Enfin, pour revenir à la ligne de trois, le sélectionneur des Bleus a estimé que la présence de Raphaël Varane en tant que défenseur axial s’imposait. D’une, parce qu’il a vaguement eu l’occasion de tenir cette place au Real Madrid et de deux, car c’est le leader naturel de la défense française. « Il a l’expérience, et c’est plus facile de guider les autres en étant dans cette position axiale. »
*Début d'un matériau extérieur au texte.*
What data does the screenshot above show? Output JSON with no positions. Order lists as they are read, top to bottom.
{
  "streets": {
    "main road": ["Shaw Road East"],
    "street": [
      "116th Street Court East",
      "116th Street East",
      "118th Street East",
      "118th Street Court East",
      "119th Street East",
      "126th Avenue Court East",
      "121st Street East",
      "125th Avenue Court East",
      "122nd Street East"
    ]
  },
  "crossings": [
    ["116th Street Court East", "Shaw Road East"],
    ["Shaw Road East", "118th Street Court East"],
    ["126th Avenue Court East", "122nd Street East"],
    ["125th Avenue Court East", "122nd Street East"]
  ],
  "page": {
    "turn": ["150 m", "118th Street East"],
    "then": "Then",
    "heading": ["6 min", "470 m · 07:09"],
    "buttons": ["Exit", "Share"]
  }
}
Malgré tout et en dépit de tout ce savoir théorique, la France manque encore de pratique dans ce schéma qui nous paraît être le bon par rapport à l’effectif dont dispose Deschamps. Hugo Lloris, qui précédait Deschamps en conférence de veille de finale de Ligue des Nations, s’était montré un poil fataliste à ce sujet. « Seul l’enchaînement peut nous permettre de nous y adapter. Il n’y a peut-être pas assez de matchs et d’entraînements en Bleus pour perfectionner tout ça. Mais on se sert des matchs pour s’améliorer en tant qu’équipe. » En espérant que la France progresse encore dimanche à San Siro.